***** DATA FOR THIS TASK *****

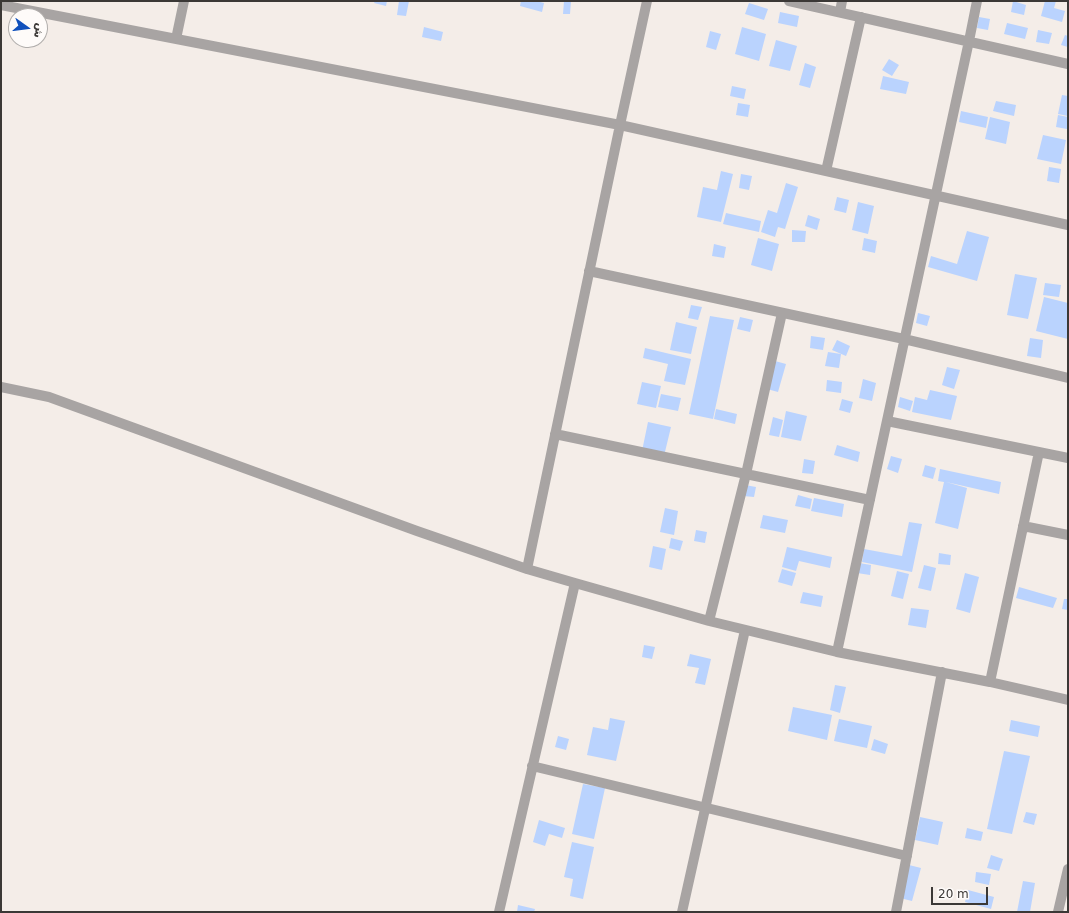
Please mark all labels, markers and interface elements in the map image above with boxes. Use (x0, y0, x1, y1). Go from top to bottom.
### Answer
north arrow (8, 8, 48, 48)
text: ش (31, 22, 47, 40)
scale bar (933, 879, 990, 905)
text: 20 m (938, 887, 969, 901)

*****

WHAT TO WORK ON → Please print the records above word for word, leaving every image out.

YOUR RESPONSE →
Please mark all labels, markers and interface elements in the map image above with boxes. Use (x0, y0, x1, y1). Go from top to bottom.
### Answer
north arrow (8, 8, 48, 48)
text: ش (31, 22, 47, 40)
scale bar (933, 879, 990, 905)
text: 20 m (938, 887, 969, 901)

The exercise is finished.